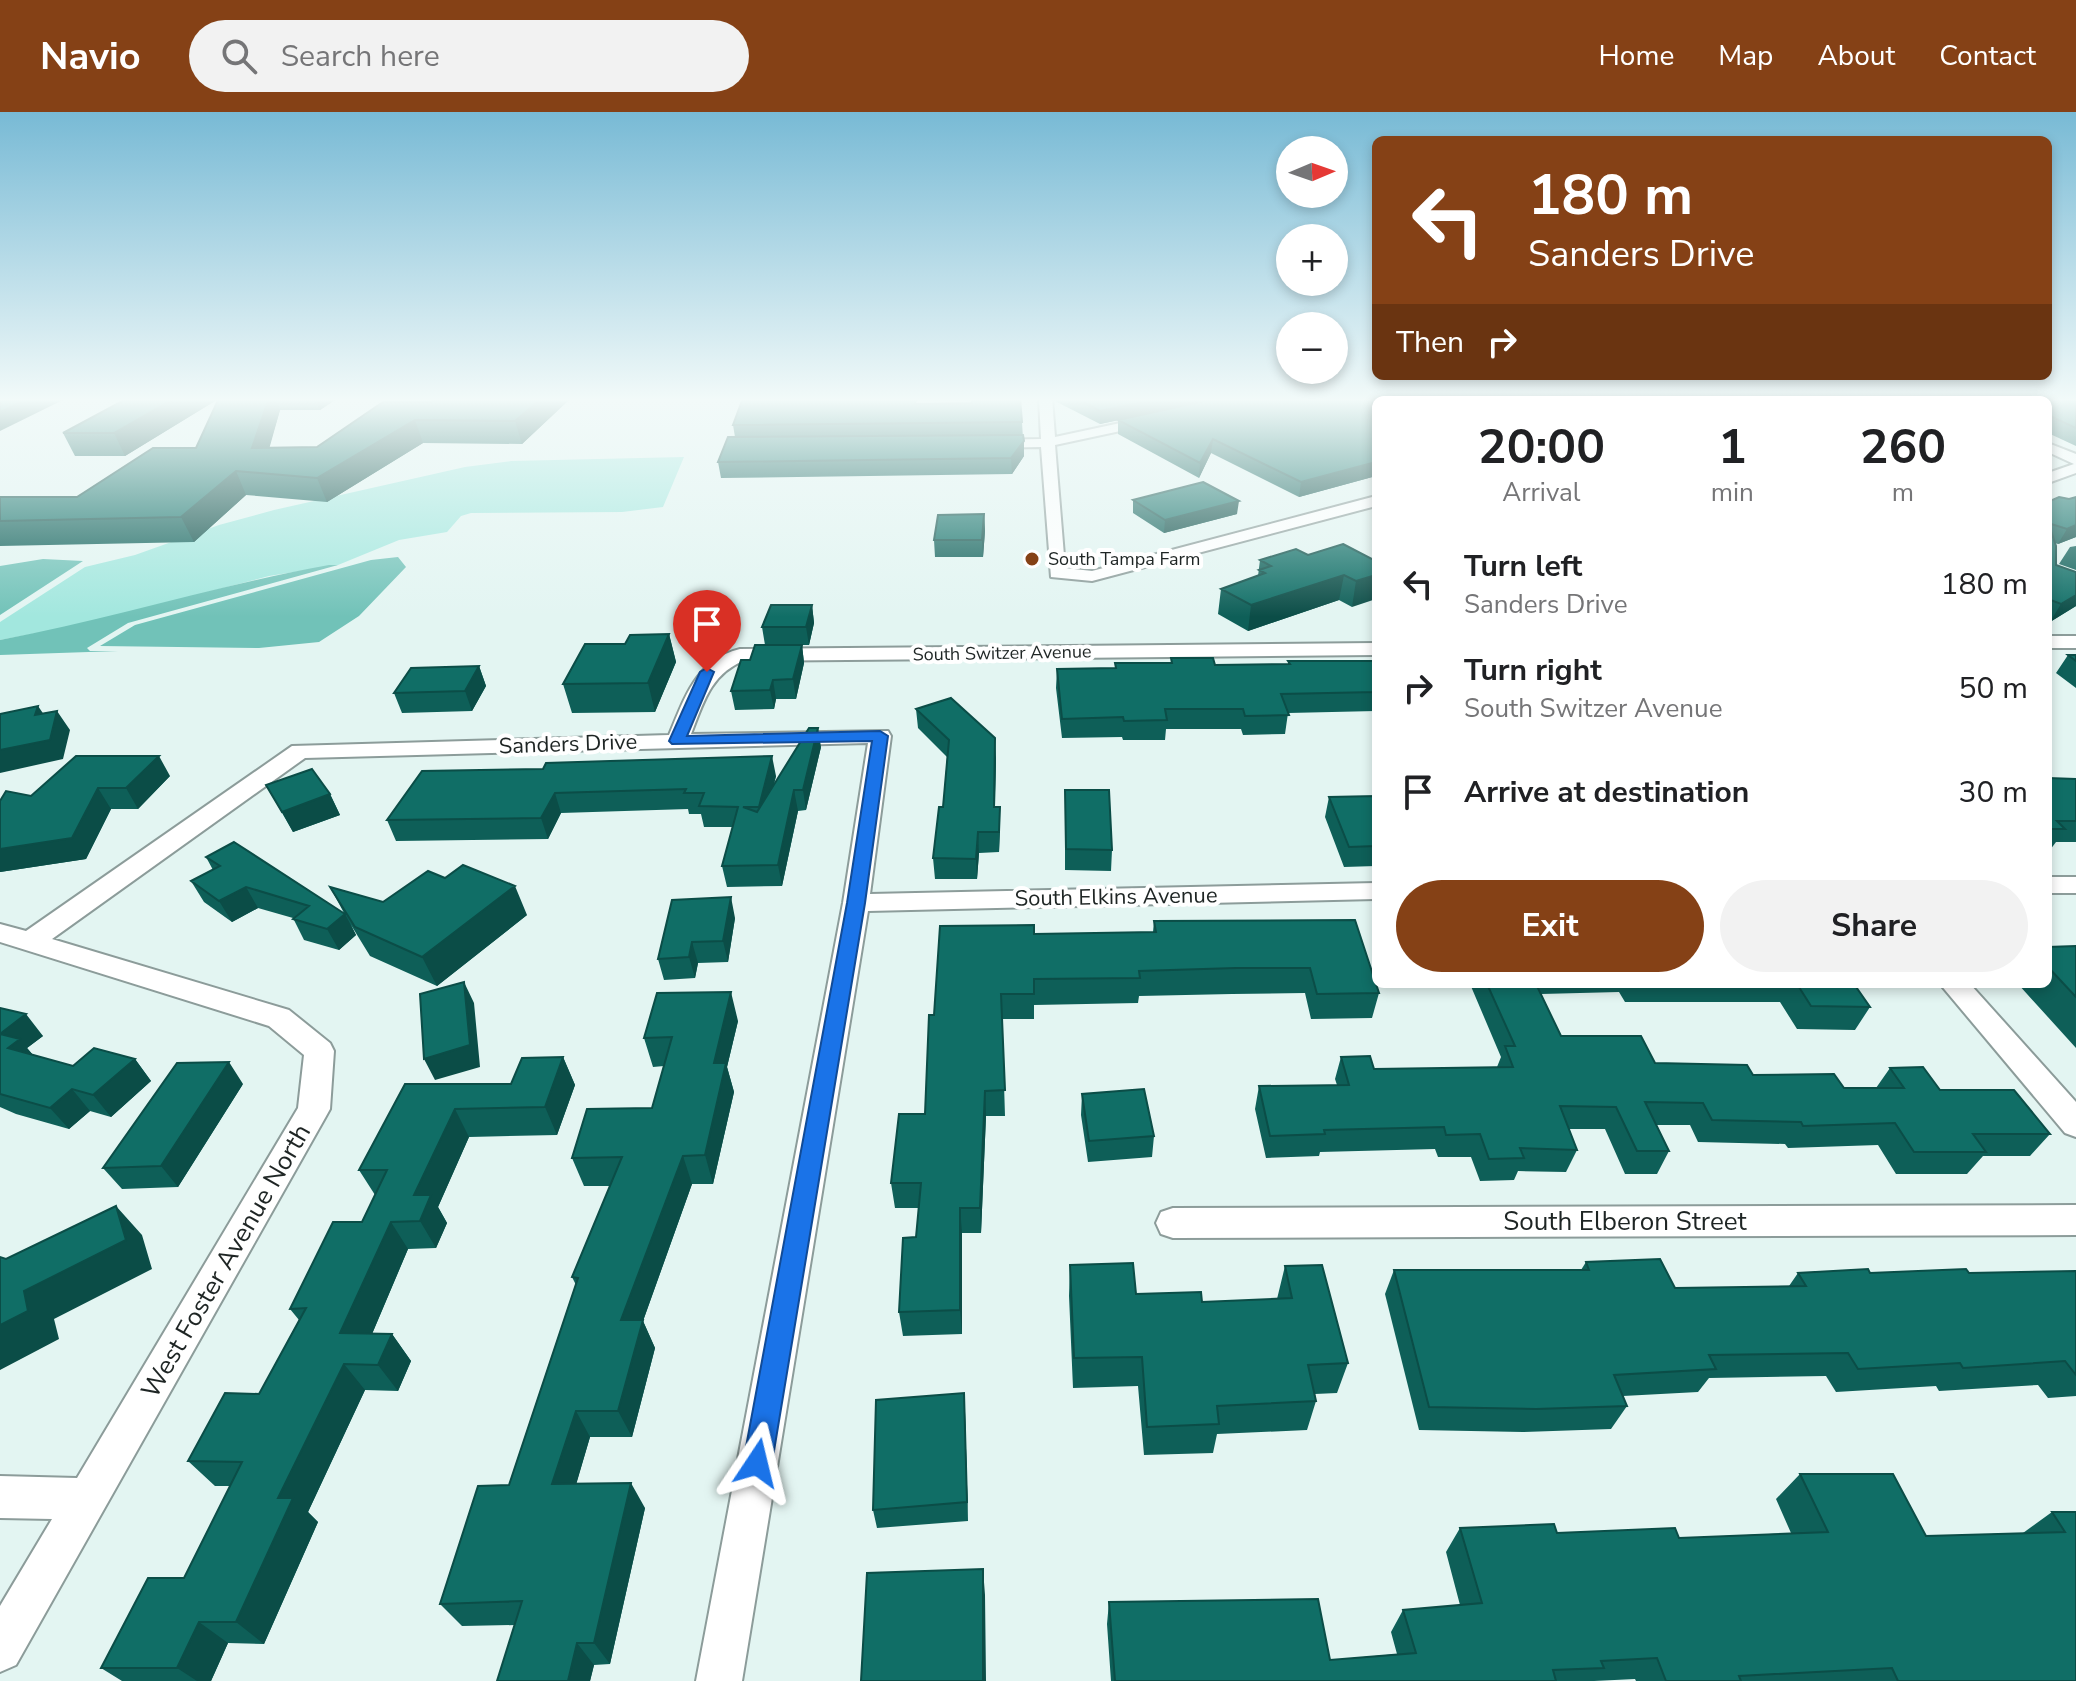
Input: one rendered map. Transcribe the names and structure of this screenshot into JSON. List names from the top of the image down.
{
  "streets": {
    "street": [
      "South Switzer Avenue",
      "Sanders Drive",
      "South Elkins Avenue",
      "South Elberon Street",
      "West Foster Avenue North"
    ]
  },
  "crossings": [
    ["South Switzer Avenue", "Sanders Drive"],
    ["Sanders Drive", "South Elkins Avenue"],
    ["Sanders Drive", "West Foster Avenue North"]
  ],
  "places": ["South Tampa Farm"],
  "north": "right",
  "page": {
    "header": "Navio",
    "search": "Search here",
    "nav": [
      "Home",
      "Map",
      "About",
      "Contact"
    ],
    "map_buttons": ["+", "−"],
    "turn": ["180 m", "Sanders Drive"],
    "then": "Then",
    "eta": [
      "20:00",
      "Arrival",
      "1",
      "min",
      "260",
      "m"
    ],
    "list": [
      {
        "name": "Turn left",
        "note": "Sanders Drive",
        "value": "180 m"
      },
      {
        "name": "Turn right",
        "note": "South Switzer Avenue",
        "value": "50 m"
      },
      {
        "name": "Arrive at destination",
        "value": "30 m"
      }
    ],
    "buttons": ["Exit", "Share"]
  }
}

- - -

— EXERCISE INSTRUCTIONS —
Your response should be each line that includes the word "West", copied from the records.

— SOLUTION FOR THIS EXERCISE —
      "West Foster Avenue North"
    ["Sanders Drive", "West Foster Avenue North"]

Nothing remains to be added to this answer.